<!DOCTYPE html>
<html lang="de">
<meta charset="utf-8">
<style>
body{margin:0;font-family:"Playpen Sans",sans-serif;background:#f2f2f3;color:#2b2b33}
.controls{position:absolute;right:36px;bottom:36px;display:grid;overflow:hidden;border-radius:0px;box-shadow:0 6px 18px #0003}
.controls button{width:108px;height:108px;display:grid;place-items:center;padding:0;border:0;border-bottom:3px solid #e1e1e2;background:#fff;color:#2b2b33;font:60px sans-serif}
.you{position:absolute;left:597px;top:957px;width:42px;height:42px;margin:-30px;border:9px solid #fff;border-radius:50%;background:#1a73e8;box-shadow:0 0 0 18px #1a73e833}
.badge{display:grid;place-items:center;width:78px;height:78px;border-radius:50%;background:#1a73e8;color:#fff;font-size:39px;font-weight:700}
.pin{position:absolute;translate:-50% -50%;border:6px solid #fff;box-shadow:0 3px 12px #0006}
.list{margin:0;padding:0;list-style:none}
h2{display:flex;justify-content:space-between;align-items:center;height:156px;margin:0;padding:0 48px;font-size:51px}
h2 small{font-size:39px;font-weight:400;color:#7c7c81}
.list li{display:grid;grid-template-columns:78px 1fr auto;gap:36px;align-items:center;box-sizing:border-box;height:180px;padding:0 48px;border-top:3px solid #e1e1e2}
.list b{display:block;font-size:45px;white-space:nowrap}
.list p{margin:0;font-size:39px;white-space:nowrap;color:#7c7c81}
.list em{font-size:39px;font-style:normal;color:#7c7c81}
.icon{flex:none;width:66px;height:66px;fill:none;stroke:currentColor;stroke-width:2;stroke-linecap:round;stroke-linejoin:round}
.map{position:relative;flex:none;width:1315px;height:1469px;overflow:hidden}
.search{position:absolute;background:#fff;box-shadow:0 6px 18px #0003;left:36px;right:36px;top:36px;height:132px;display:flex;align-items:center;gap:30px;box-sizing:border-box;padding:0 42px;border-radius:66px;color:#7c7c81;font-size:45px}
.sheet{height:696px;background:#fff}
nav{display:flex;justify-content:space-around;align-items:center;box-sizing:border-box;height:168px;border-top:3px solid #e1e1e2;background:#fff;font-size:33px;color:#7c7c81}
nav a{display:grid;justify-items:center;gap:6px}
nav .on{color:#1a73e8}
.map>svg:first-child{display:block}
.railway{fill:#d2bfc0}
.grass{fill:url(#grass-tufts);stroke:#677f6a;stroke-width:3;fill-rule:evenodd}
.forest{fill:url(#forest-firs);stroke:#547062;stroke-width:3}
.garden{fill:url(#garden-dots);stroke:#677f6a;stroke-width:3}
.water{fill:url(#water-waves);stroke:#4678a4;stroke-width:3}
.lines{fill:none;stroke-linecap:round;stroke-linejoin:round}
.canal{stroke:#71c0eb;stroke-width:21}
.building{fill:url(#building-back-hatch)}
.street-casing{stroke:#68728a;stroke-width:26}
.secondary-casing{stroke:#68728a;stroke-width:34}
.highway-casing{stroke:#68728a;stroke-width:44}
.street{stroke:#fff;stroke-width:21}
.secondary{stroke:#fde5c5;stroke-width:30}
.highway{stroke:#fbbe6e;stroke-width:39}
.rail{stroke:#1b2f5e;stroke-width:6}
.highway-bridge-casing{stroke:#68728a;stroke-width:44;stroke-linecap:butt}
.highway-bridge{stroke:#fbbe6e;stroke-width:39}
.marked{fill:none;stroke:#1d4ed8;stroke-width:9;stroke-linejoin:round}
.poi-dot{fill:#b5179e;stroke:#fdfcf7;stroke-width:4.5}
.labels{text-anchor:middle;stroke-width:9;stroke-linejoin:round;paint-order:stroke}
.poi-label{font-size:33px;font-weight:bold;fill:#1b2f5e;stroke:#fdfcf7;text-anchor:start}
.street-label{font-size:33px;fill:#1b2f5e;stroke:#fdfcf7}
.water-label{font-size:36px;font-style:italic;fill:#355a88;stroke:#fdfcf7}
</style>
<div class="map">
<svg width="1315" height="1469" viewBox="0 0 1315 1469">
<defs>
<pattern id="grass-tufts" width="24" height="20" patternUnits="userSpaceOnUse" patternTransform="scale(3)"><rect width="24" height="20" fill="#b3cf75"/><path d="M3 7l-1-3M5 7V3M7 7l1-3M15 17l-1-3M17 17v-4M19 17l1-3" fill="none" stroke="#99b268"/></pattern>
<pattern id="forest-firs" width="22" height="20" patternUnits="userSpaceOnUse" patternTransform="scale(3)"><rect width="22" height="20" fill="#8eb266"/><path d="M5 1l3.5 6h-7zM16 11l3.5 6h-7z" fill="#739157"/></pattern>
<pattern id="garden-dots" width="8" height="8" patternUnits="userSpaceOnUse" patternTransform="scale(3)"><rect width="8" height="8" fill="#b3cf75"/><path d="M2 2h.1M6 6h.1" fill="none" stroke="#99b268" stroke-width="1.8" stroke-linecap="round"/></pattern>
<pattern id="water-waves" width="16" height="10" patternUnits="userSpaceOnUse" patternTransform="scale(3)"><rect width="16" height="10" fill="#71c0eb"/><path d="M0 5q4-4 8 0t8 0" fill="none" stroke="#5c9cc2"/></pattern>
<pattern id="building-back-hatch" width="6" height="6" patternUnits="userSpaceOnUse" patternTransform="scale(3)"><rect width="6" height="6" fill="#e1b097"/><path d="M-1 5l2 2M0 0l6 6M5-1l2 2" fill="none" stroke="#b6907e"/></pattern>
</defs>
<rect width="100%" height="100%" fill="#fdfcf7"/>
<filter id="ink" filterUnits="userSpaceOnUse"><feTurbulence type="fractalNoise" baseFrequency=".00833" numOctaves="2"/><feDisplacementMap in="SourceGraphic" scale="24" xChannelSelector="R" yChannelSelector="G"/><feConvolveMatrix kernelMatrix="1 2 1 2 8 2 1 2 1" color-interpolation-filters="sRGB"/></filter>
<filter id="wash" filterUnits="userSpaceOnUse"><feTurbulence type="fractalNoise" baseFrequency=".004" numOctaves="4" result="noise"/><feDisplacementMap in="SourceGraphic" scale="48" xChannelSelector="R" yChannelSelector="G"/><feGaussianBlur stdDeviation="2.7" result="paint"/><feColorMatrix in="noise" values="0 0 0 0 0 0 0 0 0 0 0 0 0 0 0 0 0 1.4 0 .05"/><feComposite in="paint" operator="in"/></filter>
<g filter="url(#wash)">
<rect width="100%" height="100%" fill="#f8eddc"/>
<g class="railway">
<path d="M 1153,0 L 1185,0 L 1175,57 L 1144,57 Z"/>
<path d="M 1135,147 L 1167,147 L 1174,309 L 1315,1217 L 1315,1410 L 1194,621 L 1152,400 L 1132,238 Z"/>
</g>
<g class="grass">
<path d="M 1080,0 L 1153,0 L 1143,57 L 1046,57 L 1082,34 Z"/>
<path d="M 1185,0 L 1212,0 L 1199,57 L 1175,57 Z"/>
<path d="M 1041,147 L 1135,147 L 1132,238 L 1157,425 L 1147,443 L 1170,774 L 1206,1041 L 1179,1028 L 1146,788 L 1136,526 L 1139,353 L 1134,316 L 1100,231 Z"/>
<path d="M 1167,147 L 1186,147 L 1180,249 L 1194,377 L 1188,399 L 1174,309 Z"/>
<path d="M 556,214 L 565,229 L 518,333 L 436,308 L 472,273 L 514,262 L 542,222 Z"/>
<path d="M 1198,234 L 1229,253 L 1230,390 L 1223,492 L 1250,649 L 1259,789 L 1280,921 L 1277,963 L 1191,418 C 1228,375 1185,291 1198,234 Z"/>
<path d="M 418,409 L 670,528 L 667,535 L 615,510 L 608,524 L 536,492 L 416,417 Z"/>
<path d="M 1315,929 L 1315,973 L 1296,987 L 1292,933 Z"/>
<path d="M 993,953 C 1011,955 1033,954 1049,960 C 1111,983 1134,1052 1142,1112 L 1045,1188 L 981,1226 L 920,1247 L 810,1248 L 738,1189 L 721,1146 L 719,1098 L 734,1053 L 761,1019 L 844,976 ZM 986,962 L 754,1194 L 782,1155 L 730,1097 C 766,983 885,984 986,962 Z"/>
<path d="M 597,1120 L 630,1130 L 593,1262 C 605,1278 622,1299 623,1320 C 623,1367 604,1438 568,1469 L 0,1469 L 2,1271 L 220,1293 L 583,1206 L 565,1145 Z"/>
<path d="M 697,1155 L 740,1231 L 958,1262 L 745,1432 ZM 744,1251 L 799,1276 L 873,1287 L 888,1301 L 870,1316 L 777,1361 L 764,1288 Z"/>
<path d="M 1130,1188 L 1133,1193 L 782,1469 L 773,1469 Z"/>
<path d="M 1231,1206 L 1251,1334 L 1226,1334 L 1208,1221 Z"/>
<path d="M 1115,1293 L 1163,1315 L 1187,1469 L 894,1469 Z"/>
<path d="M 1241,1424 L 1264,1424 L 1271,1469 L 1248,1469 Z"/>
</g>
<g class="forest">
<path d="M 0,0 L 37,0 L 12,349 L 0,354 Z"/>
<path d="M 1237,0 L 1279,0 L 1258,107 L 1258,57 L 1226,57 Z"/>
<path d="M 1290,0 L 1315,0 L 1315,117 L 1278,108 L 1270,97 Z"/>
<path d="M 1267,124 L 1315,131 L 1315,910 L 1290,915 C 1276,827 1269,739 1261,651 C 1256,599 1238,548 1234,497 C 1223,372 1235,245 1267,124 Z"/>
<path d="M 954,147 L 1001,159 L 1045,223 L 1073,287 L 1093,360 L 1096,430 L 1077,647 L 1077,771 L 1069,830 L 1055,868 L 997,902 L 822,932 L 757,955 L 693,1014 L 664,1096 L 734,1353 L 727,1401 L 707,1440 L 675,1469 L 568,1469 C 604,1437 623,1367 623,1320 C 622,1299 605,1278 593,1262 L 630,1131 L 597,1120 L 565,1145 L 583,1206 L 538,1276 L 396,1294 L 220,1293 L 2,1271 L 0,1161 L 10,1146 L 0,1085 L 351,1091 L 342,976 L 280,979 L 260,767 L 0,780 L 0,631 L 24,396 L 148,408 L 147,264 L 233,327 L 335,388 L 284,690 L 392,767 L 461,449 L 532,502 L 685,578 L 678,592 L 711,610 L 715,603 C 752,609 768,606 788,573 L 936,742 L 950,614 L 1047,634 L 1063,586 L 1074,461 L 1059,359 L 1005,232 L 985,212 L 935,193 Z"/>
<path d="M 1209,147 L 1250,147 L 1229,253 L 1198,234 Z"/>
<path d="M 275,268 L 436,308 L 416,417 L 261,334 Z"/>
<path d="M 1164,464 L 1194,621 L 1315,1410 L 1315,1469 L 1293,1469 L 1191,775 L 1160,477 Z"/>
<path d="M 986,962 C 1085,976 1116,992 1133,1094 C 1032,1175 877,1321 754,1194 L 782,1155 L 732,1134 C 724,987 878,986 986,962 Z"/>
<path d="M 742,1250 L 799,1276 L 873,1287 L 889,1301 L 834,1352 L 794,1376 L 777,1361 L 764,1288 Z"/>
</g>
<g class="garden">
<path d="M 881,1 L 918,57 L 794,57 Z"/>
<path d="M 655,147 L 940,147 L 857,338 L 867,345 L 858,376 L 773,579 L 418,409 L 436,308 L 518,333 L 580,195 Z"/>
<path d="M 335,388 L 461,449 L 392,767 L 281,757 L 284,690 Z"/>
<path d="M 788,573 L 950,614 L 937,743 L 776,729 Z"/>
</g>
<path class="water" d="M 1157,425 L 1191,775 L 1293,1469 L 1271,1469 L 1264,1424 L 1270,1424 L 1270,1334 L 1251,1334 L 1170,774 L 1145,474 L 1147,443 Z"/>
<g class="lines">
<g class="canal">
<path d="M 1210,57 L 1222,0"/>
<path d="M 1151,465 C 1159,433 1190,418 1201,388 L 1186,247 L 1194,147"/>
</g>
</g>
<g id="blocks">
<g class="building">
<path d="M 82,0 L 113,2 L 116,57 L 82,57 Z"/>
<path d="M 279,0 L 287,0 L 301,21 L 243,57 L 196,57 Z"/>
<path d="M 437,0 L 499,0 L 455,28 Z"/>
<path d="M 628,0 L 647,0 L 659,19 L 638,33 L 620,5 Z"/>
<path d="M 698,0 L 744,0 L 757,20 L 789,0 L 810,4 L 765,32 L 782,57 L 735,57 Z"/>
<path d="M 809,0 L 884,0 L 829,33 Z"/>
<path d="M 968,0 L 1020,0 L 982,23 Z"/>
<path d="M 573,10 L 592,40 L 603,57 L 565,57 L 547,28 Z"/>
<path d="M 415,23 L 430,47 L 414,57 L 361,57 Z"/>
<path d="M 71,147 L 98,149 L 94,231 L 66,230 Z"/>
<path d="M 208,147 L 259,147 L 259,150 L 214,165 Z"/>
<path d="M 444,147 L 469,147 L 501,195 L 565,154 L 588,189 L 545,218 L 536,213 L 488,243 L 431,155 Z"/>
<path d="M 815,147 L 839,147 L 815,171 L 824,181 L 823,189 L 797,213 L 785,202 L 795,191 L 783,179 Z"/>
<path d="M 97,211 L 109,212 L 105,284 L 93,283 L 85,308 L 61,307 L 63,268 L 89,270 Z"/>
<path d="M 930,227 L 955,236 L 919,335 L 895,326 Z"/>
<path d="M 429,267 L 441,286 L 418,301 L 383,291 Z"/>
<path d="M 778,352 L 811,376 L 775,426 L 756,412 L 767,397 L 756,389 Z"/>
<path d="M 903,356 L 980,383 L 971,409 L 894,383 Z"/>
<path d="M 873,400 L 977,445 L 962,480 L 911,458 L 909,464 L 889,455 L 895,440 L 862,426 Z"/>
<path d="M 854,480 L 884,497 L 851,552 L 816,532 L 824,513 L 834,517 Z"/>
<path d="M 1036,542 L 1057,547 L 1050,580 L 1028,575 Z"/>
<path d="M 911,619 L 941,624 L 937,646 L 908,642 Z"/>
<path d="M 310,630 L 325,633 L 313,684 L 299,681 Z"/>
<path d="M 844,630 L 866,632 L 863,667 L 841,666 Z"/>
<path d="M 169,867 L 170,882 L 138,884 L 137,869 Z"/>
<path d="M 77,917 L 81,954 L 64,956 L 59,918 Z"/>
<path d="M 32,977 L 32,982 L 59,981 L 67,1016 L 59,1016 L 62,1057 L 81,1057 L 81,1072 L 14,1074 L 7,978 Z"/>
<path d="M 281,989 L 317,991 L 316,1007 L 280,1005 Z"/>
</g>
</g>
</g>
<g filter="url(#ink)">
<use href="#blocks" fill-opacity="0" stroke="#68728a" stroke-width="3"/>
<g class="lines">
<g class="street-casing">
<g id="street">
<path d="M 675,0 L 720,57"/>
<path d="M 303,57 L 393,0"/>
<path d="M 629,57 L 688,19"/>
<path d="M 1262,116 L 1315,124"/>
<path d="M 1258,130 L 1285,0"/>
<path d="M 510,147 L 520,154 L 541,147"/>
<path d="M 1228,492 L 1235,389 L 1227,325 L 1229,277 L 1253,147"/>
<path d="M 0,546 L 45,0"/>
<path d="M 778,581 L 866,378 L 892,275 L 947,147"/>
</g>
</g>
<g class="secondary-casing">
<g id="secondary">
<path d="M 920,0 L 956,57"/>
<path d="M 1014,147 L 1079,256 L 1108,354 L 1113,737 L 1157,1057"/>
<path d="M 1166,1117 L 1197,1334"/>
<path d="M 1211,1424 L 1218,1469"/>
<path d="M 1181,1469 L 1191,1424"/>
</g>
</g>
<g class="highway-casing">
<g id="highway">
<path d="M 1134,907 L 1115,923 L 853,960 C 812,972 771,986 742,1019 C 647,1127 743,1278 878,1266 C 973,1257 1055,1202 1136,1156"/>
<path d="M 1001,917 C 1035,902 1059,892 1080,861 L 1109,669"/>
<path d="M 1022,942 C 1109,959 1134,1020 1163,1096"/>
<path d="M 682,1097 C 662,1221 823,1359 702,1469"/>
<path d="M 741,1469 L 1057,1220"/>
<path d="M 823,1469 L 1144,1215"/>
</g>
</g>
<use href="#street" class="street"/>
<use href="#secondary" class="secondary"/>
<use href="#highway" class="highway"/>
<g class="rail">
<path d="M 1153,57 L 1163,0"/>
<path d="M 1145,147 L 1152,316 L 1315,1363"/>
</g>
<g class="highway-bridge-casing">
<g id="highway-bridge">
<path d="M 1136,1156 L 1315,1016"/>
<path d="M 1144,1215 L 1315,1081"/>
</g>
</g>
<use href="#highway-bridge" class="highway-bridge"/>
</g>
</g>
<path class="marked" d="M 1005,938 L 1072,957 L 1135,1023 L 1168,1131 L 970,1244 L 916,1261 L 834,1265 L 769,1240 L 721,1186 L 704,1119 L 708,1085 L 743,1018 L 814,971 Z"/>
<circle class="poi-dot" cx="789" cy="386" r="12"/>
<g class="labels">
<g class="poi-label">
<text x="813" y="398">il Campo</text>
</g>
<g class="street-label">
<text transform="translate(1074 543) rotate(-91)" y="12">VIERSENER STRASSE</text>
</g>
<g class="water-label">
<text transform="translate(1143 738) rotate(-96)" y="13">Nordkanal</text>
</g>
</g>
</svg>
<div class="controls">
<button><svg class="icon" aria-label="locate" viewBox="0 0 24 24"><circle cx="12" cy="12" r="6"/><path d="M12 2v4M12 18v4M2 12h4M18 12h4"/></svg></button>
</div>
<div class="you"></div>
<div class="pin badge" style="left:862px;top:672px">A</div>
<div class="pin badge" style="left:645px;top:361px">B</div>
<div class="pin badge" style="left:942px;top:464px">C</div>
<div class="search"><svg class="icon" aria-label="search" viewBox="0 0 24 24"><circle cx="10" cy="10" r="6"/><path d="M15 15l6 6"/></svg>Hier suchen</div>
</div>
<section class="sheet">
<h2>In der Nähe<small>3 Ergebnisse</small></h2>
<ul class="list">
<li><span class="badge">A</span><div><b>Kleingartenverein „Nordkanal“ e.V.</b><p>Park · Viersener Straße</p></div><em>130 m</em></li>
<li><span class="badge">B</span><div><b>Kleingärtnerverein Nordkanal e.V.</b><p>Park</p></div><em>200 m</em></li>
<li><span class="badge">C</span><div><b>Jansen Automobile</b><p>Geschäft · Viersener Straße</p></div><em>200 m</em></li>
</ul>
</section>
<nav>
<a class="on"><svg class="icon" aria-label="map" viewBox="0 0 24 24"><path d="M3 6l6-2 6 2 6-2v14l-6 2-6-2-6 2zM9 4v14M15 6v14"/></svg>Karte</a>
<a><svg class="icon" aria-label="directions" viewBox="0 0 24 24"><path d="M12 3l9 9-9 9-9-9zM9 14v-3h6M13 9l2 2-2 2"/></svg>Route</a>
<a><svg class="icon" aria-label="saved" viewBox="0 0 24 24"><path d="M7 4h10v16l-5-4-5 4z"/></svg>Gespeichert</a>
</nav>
■ ■ ■ ■
- _How to complete this task_
Which of the lines above hold the string "solid"? Pick each of them out.

- _Exercise answer_
.controls button{width:108px;height:108px;display:grid;place-items:center;padding:0;border:0;border-bottom:3px solid #e1e1e2;background:#fff;color:#2b2b33;font:60px sans-serif}
.you{position:absolute;left:597px;top:957px;width:42px;height:42px;margin:-30px;border:9px solid #fff;border-radius:50%;background:#1a73e8;box-shadow:0 0 0 18px #1a73e833}
.pin{position:absolute;translate:-50% -50%;border:6px solid #fff;box-shadow:0 3px 12px #0006}
.list li{display:grid;grid-template-columns:78px 1fr auto;gap:36px;align-items:center;box-sizing:border-box;height:180px;padding:0 48px;border-top:3px solid #e1e1e2}
nav{display:flex;justify-content:space-around;align-items:center;box-sizing:border-box;height:168px;border-top:3px solid #e1e1e2;background:#fff;font-size:33px;color:#7c7c81}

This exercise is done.